I've been thinking a lot about what my future holds. I mean what am I going to do with my life, and how am I going to accomplish it? I think it is fairly obvious that I like to write, but how best to use this passion? By now, it is blatantly obvious that I have more questions than answers.
And so I come to a crossroads. One path leads where I and others have tread so far, the other down a new lane that remains to be seen. So similar to Frost's poem, that I need to take heed to his sage advice. I need to understand that my dreams and aspirations are always obtainable. That this road less travelled that I am contemplating, may indeed be arduous and rough, but that that may be its greatest virtue.

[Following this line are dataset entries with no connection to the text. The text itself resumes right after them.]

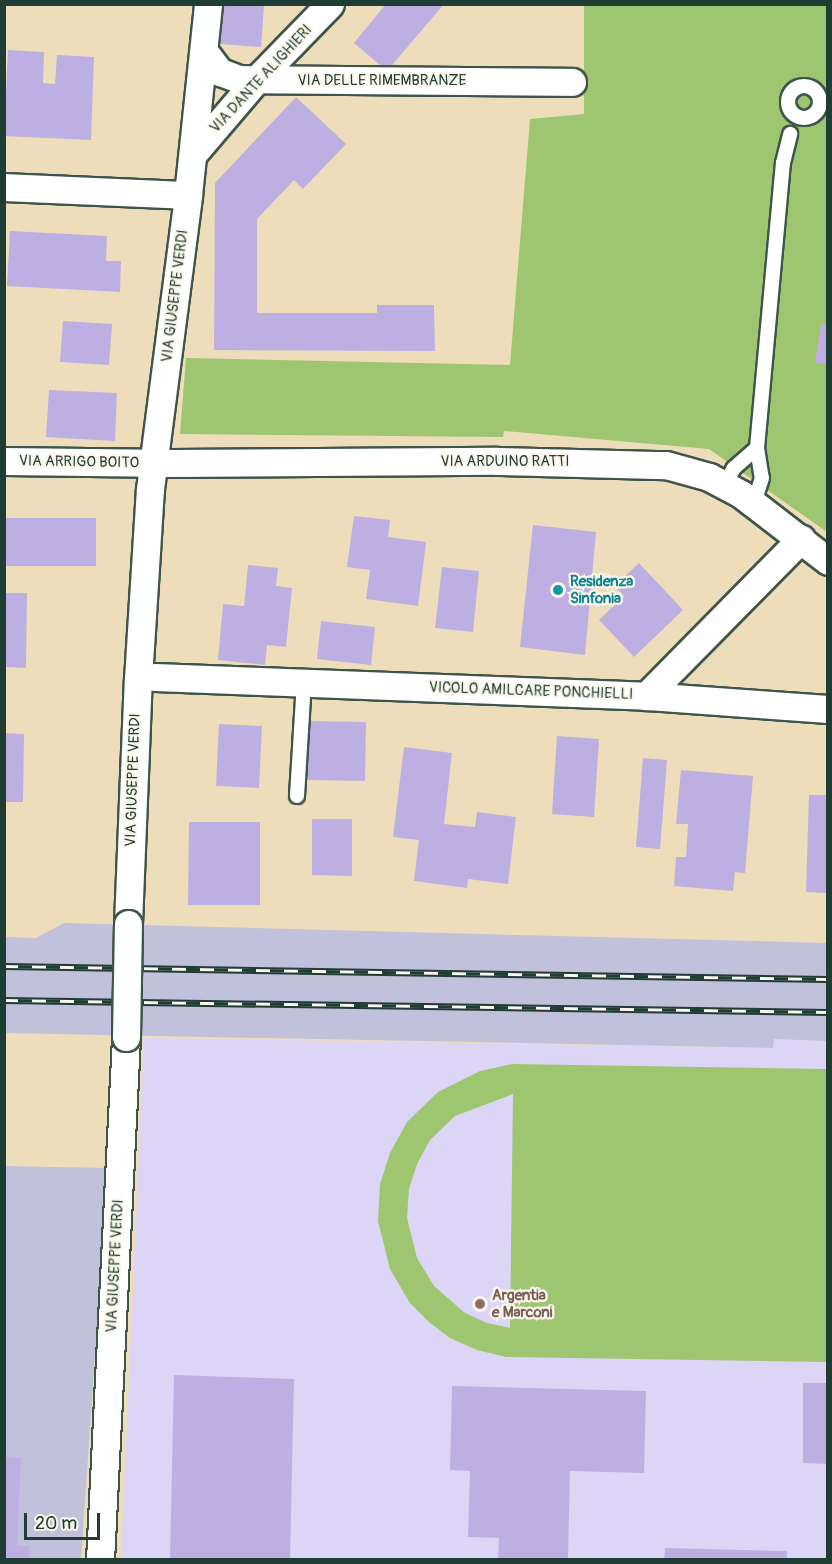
<!DOCTYPE html>
<html>
<head>
<meta charset="utf-8">
<style>
  body { margin:0 }
  #map { position:relative; width:832px; height:1564px; overflow:hidden; background:#eeddba; font-family:Pangolin,sans-serif }
  div>[style] { position:absolute }
  [style*='--x'] { left:calc(var(--x)*1px); top:calc(var(--y)*1px); width:calc(var(--w)*1px); rotate:calc(var(--a)*1deg) }
  .built>* { inset:0; background:#dcd5f6 }
  .industrial>* { inset:0; background:#c2c1dc }
  .green>* { inset:0; background:#9ec570 }
  .building>* { inset:0; background:#beafe3 }
  .roads { filter:drop-shadow(2px 0 #3e5548) drop-shadow(-2px 0 #3e5548) drop-shadow(0 2px #3e5548) drop-shadow(0 -2px #3e5548) }
  .service>* { height:14px; margin:-7px; padding:0 7px; transform-origin:7px; border-radius:7px; background:#fff }
  .service>.ring { margin:-7px; padding:0; box-sizing:content-box; background:none; border:14px solid #fff; border-radius:50% }
  .minor>* { height:27px; margin:-13.5px; padding:0 13.5px; transform-origin:13.5px; border-radius:13.5px; background:#fff }
  .rail>* { height:7px; margin-top:-3.5px; transform-origin:0; background:repeating-linear-gradient(90deg,#fbf7ec 0 14px,#1f3d34 0 28px); box-sizing:border-box; border-block:2px solid #1f3d34 }
  .bridges { filter:drop-shadow(2px 0 #3e5548) drop-shadow(-2px 0 #3e5548) drop-shadow(0 2px #3e5548) drop-shadow(0 -2px #3e5548) }
  .minor-bridge>* { height:27px; margin:-13.5px; padding:0 13.5px; transform-origin:13.5px; border-radius:13.5px; background:#fff }
  .dots>* { width:16px; height:16px; translate:-50% -50%; box-sizing:border-box; border:3px solid #fbf7ec; border-radius:50% }
  span { translate:-50% -50%; white-space:nowrap; text-align:center; line-height:1.15; -webkit-text-stroke:4.5px #fbf7ec; paint-order:stroke }
  .street-label { font-size:15px; color:#1f3d34 }
  .culture-label { font-size:15px; color:#0d838f; font-weight:700 }
  .left { translate:0 -50%; text-align:left }
  .education-label { font-size:15px; color:#785e54; font-weight:700 }
  .frame { position:absolute; inset:0; border:6px solid #1f3d34; pointer-events:none }
  .scale { position:absolute; left:24px; top:1513px; width:76px; height:27px; box-sizing:border-box; border:3px solid #1f3d34; border-top:0; padding-left:8px; font-size:18px; line-height:21px; white-space:nowrap; color:#1f3d34; -webkit-text-stroke:4px #fbf7ec; paint-order:stroke }
</style>
</head>
<body>
<div id="map">
  <div class="built">
    <div style="clip-path:polygon(144px 1038px,772px 1048px,773px 1039px,827px 1041px,827px 1559px,121px 1560px)"></div>
  </div>
  <div class="industrial">
    <div style="clip-path:polygon(64px 923px,827px 943px,827px 1041px,774px 1039px,773px 1048px,5px 1033px,5px 937px,36px 938px)"></div>
    <div style="clip-path:polygon(5px 1166px,108px 1168px,81px 1559px,5px 1560px)"></div>
  </div>
  <div class="green">
    <div style="clip-path:polygon(584px 5px,827px 5px,827px 532px,709px 449px,504px 431px,503px 437px,180px 434px,186px 358px,510px 365px,530px 119px,584px 114px)"></div>
    <div style="clip-path:polygon(evenodd,512px 1064px,827px 1069px,827px 1362px,506px 1357px,477px 1350px,450px 1338px,429px 1322px,410px 1303px,390px 1269px,378px 1221px,380px 1184px,390px 1153px,407px 1122px,438px 1092px,480px 1071px,512px 1064px,513px 1094px,510px 1328px,487px 1323px,465px 1313px,434px 1286px,417px 1258px,407px 1218px,409px 1189px,417px 1164px,430px 1140px,455px 1116px,513px 1094px)"></div>
  </div>
  <div class="building">
    <div style="clip-path:polygon(222px 4px,264px 4px,261px 47px,220px 44px)"></div>
    <div style="clip-path:polygon(386px 4px,444px 4px,387px 71px,354px 43px)"></div>
    <div style="clip-path:polygon(8px 50px,44px 52px,43px 83px,55px 84px,57px 55px,94px 57px,91px 140px,4px 136px)"></div>
    <div style="clip-path:polygon(296px 97px,346px 144px,303px 189px,294px 180px,257px 219px,257px 313px,377px 313px,377px 305px,434px 305px,435px 351px,214px 350px,215px 183px)"></div>
    <div style="clip-path:polygon(10px 231px,107px 236px,106px 261px,121px 261px,120px 292px,7px 286px)"></div>
    <div style="clip-path:polygon(63px 321px,112px 324px,109px 365px,60px 362px)"></div>
    <div style="clip-path:polygon(821px 324px,828px 325px,828px 364px,815px 363px)"></div>
    <div style="clip-path:polygon(49px 390px,117px 393px,115px 441px,46px 437px)"></div>
    <div style="clip-path:polygon(354px 516px,390px 520px,388px 537px,426px 542px,418px 606px,366px 599px,370px 570px,347px 567px)"></div>
    <div style="clip-path:polygon(4px 518px,96px 518px,96px 566px,4px 566px)"></div>
    <div style="clip-path:polygon(533px 525px,596px 532px,585px 655px,520px 647px)"></div>
    <div style="clip-path:polygon(639px 563px,683px 610px,634px 657px,599px 620px,624px 596px,615px 586px)"></div>
    <div style="clip-path:polygon(248px 565px,278px 568px,276px 586px,292px 588px,286px 647px,267px 645px,265px 665px,218px 660px,223px 604px,244px 606px)"></div>
    <div style="clip-path:polygon(442px 567px,479px 571px,473px 632px,435px 628px)"></div>
    <div style="clip-path:polygon(4px 593px,27px 593px,26px 668px,4px 667px)"></div>
    <div style="clip-path:polygon(321px 621px,375px 627px,371px 665px,317px 659px)"></div>
    <div style="clip-path:polygon(306px 721px,366px 722px,365px 781px,305px 780px)"></div>
    <div style="clip-path:polygon(219px 724px,262px 726px,259px 788px,216px 786px)"></div>
    <div style="clip-path:polygon(4px 733px,24px 734px,23px 802px,4px 802px)"></div>
    <div style="clip-path:polygon(557px 736px,599px 739px,594px 817px,552px 814px)"></div>
    <div style="clip-path:polygon(404px 747px,452px 753px,444px 824px,475px 827px,477px 812px,516px 817px,508px 884px,468px 879px,467px 888px,414px 881px,419px 840px,393px 837px)"></div>
    <div style="clip-path:polygon(643px 758px,667px 760px,660px 849px,636px 847px)"></div>
    <div style="clip-path:polygon(681px 770px,753px 776px,745px 873px,735px 872px,733px 891px,674px 886px,676px 857px,686px 857px,688px 824px,676px 824px)"></div>
    <div style="clip-path:polygon(809px 795px,828px 795px,828px 893px,806px 892px)"></div>
    <div style="clip-path:polygon(312px 819px,352px 819px,352px 876px,312px 875px)"></div>
    <div style="clip-path:polygon(189px 822px,260px 822px,260px 905px,188px 905px)"></div>
    <div style="clip-path:polygon(174px 1375px,294px 1379px,290px 1560px,170px 1560px)"></div>
    <div style="clip-path:polygon(803px 1383px,828px 1383px,828px 1464px,803px 1463px)"></div>
    <div style="clip-path:polygon(452px 1386px,646px 1391px,644px 1473px,570px 1471px,568px 1560px,498px 1560px,499px 1538px,468px 1537px,470px 1471px,450px 1470px)"></div>
    <div style="clip-path:polygon(4px 1457px,21px 1458px,17px 1546px,29px 1546px,29px 1560px,4px 1560px)"></div>
    <div style="clip-path:polygon(665px 1548px,787px 1551px,787px 1560px,664px 1560px)"></div>
  </div>
  <div class="roads">
    <div class="service">
      <div class="ring" style="left:788px;top:86px;width:18px;height:18px"></div>
      <div style="--x:757;--y:448;--w:286;--a:-84.8"></div>
      <div style="--x:783;--y:163;--w:30;--a:-76"></div>
      <div style="--x:725;--y:484;--w:18;--a:-61"></div>
      <div style="--x:734;--y:468;--w:30;--a:-41"></div>
      <div style="--x:757;--y:448;--w:30;--a:81"></div>
      <div style="--x:762;--y:478;--w:25;--a:108"></div>
      <div style="--x:297;--y:796;--w:114;--a:-86.5"></div>
    </div>
    <div class="minor">
      <div style="--x:204;--y:51;--w:26;--a:53"></div>
      <div style="--x:220;--y:72;--w:20;--a:20"></div>
      <div style="--x:239;--y:79;--w:333;--a:0.5"></div>
      <div style="--x:193;--y:154;--w:97;--a:-49.6"></div>
      <div style="--x:256;--y:80;--w:106;--a:-45.8"></div>
      <div style="--x:4;--y:187;--w:184;--a:2.5"></div>
      <div style="--x:4;--y:461;--w:169;--a:0.7"></div>
      <div style="--x:173;--y:463;--w:324;--a:-0.4"></div>
      <div style="--x:497;--y:461;--w:169;--a:1.4"></div>
      <div style="--x:666;--y:465;--w:45;--a:15.6"></div>
      <div style="--x:709;--y:477;--w:36;--a:28"></div>
      <div style="--x:741;--y:494;--w:110;--a:37.6"></div>
      <div style="--x:155;--y:677;--w:491;--a:2.2"></div>
      <div style="--x:646;--y:696;--w:182;--a:4.1"></div>
      <div style="--x:646;--y:696;--w:221;--a:-45.4"></div>
      <div style="--x:128;--y:924;--w:245;--a:-87.7"></div>
      <div style="--x:138;--y:679;--w:190;--a:-86.4"></div>
      <div style="--x:150;--y:489;--w:296;--a:-82.6"></div>
      <div style="--x:188;--y:195;--w:192;--a:-84"></div>
      <div style="--x:100;--y:1560;--w:524;--a:-87.15"></div>
    </div>
  </div>
  <div class="rail">
    <div style="--x:4;--y:966;--w:824;--a:0.9"></div>
    <div style="--x:4;--y:1000;--w:824;--a:0.83"></div>
  </div>
  <div class="bridges">
    <div class="minor-bridge">
      <div style="--x:126;--y:1037;--w:113;--a:-89"></div>
    </div>
  </div>
  <div class="dots">
    <div style="left:558px;top:590px;background:#0f9aa8"></div>
    <div style="left:480px;top:1304px;background:#8d6e63"></div>
  </div>
  <div class="street-label">
    <span style="left:261px;top:79px;rotate:-47deg">VIA DANTE ALIGHIERI</span>
    <span style="left:382px;top:81px">VIA DELLE RIMEMBRANZE</span>
    <span style="left:175px;top:296px;rotate:-83deg">VIA GIUSEPPE VERDI</span>
    <span style="left:79px;top:462px;rotate:1deg">VIA ARRIGO BOITO</span>
    <span style="left:505px;top:462px">VIA ARDUINO RATTI</span>
    <span style="left:531px;top:691px;rotate:2deg">VICOLO AMILCARE PONCHIELLI</span>
    <span style="left:133px;top:780px;rotate:-88deg">VIA GIUSEPPE VERDI</span>
    <span style="left:115px;top:1266px;rotate:-87deg">VIA GIUSEPPE VERDI</span>
  </div>
  <div class="culture-label">
    <span class="left" style="left:570px;top:590px">Residenza<br>Sinfonia</span>
  </div>
  <div class="education-label">
    <span class="left" style="left:492px;top:1304px">Argentia<br>e Marconi</span>
  </div>
  <div class="frame"></div>
  <div class="scale">20 m</div>
</div>
</body>
</html>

What of the road I was on before? That road seems to be one of complacency. I am too naturally complacent and apathetic. It is most definitely a character trait I wish to rid myself of. But, in resisting any change, I find a comforting. I will have to move outside of that comfort zone to get anywhere.
What I lack is a firm goal. Goals are wonderful things. When you have one, it makes it easier to find your way; otherwise, you are just swimming in circles. My goal should be to find the right university, apply my best efforts and get in to finish my education. That is what my focus will be on the next few months, without distraction. Only politics will make it into the field of vision.
Why politics? Because politics is my life. That is why I want to go to college, despite my extreme aversion to institutionalized education. To become a great political expert and, one day, a great presidential speechwriter.
But that road lies on this wild and wooly path to one side. A good university, maybe law school and hard work. Perhaps, I will look back and decide that made all the difference.